Examine the records and identify each line that includes the string "scale". Copy those lines.

------------------------------------------------------------------------

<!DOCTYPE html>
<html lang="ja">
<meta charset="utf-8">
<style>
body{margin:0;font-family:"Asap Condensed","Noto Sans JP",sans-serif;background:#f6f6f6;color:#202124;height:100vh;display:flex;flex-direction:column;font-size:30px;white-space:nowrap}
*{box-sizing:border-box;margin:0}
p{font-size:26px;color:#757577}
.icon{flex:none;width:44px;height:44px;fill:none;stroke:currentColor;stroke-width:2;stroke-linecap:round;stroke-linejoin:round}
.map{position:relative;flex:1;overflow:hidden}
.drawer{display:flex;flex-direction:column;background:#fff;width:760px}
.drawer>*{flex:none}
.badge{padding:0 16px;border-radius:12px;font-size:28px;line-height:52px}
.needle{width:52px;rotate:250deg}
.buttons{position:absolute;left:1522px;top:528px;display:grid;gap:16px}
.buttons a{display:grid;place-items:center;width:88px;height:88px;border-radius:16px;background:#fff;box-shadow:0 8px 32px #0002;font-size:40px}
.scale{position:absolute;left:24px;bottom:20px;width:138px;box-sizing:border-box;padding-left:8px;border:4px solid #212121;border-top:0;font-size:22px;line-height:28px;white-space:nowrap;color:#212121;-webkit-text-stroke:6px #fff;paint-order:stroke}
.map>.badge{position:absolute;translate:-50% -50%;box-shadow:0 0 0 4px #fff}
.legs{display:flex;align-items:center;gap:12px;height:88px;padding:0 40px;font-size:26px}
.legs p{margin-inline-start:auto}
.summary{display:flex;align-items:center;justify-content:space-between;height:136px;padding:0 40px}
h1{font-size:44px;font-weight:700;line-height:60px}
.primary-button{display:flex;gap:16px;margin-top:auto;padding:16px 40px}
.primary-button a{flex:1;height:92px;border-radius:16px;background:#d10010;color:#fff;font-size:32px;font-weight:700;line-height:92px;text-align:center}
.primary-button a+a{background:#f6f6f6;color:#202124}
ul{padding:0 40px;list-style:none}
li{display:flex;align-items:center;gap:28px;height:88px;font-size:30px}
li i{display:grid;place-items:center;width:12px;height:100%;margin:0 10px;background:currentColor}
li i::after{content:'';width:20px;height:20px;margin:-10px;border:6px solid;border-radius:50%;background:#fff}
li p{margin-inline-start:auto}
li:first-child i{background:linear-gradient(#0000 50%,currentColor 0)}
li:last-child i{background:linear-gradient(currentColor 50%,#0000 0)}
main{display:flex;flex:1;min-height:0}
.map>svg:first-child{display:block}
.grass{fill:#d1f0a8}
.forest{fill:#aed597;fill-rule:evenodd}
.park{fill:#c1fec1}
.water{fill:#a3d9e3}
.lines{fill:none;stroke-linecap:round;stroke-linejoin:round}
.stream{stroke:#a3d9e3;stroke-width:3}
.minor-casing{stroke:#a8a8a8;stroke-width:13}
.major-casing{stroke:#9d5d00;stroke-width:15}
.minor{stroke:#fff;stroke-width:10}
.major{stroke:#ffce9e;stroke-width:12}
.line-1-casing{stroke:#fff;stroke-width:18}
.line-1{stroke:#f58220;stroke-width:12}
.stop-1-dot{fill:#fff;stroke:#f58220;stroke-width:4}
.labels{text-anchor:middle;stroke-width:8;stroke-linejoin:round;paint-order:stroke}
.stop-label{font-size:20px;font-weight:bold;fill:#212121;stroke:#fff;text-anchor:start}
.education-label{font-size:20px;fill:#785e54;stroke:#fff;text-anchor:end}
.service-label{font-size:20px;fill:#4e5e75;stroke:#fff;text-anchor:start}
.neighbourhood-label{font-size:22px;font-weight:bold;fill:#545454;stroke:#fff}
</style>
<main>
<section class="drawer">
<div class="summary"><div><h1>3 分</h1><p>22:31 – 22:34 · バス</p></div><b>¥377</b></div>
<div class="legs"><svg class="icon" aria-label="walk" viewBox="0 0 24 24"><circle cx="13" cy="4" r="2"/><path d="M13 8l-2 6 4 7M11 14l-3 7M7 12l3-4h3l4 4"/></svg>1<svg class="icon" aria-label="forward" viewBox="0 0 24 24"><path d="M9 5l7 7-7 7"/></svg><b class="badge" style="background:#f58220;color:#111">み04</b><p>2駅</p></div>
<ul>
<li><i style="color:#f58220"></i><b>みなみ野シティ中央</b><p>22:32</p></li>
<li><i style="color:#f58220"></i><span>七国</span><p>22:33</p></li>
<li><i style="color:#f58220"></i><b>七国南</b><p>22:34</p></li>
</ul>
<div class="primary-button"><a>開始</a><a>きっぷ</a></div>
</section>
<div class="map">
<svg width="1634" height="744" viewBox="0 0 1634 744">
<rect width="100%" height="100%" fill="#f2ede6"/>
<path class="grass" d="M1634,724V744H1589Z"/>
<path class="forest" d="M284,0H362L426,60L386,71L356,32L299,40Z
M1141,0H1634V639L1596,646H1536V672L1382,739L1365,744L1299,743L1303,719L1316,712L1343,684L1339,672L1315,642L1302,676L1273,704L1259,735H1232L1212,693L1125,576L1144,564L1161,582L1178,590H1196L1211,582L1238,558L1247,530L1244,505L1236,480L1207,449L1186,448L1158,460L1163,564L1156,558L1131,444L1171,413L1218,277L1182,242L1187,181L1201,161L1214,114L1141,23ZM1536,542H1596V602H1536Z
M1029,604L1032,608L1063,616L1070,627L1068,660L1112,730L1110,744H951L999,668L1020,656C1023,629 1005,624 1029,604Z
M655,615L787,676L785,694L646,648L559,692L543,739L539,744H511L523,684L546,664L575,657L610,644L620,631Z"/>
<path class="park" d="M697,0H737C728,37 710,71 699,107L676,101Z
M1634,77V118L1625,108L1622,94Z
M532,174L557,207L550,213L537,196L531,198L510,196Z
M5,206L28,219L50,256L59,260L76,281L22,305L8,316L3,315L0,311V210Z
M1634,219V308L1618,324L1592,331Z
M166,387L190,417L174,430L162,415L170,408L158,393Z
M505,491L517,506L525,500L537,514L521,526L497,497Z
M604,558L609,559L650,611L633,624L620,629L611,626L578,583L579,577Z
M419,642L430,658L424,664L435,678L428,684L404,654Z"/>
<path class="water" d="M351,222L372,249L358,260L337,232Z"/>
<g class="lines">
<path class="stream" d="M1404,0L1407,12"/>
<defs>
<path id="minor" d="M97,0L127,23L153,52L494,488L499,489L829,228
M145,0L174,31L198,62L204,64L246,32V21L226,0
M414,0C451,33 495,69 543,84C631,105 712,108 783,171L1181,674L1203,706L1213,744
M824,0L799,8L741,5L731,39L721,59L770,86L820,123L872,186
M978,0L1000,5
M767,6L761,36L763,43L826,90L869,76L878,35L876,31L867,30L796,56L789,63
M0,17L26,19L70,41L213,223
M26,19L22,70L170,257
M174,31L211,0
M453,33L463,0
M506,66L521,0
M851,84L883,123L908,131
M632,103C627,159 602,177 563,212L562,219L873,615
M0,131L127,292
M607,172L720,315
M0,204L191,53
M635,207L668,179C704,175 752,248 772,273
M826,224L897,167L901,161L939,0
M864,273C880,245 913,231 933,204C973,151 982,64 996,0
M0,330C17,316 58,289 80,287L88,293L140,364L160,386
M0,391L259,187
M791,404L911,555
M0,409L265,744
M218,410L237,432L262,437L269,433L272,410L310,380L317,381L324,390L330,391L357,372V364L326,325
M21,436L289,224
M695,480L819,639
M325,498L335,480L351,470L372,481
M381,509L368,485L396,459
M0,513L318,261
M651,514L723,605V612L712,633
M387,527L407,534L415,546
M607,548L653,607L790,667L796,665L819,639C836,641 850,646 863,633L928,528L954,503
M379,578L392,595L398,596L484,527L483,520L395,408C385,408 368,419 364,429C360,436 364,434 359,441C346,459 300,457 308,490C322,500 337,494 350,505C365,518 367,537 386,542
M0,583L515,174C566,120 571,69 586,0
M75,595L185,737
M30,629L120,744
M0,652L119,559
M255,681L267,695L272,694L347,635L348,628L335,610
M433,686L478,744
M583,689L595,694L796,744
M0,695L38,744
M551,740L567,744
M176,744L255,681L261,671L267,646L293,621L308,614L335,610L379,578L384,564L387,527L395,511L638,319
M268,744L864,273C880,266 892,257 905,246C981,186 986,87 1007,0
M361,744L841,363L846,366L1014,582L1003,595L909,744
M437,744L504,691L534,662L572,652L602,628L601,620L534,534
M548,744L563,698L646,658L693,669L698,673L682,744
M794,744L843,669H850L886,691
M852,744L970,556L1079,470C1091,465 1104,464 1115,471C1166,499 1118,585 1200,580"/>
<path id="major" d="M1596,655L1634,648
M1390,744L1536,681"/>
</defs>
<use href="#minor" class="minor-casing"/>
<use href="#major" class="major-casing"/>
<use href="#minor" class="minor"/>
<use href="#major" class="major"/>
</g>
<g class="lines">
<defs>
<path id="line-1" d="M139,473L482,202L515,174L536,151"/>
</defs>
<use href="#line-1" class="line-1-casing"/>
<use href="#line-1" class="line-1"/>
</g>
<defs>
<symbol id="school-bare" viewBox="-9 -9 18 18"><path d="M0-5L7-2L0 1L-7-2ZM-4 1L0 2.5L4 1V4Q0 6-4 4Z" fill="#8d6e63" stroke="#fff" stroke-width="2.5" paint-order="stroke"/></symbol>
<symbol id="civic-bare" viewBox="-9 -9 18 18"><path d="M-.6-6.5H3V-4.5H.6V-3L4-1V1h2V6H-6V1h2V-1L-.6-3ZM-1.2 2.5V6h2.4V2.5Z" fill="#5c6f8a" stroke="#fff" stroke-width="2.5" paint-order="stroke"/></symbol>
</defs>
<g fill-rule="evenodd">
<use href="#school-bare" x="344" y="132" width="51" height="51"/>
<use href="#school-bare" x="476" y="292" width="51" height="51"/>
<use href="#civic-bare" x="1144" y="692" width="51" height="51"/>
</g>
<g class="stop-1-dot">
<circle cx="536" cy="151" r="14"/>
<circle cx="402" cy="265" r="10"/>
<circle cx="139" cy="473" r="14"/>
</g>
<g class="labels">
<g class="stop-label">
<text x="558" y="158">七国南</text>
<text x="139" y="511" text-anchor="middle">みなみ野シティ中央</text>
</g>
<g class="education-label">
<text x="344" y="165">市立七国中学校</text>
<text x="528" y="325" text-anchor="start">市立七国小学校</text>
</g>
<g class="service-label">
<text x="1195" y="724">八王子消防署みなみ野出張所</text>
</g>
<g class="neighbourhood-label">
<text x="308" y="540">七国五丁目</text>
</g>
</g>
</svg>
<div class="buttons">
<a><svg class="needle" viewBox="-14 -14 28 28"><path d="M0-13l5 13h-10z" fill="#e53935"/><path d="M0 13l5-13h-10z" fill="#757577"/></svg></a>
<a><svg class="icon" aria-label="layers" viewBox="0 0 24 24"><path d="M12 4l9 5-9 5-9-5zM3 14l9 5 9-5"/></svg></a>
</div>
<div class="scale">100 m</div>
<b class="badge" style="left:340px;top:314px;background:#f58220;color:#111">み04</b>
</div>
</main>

------------------------------------------------------------------------

Answer box
.scale{position:absolute;left:24px;bottom:20px;width:138px;box-sizing:border-box;padding-left:8px;border:4px solid #212121;border-top:0;font-size:22px;line-height:28px;white-space:nowrap;color:#212121;-webkit-text-stroke:6px #fff;paint-order:stroke}
<div class="scale">100 m</div>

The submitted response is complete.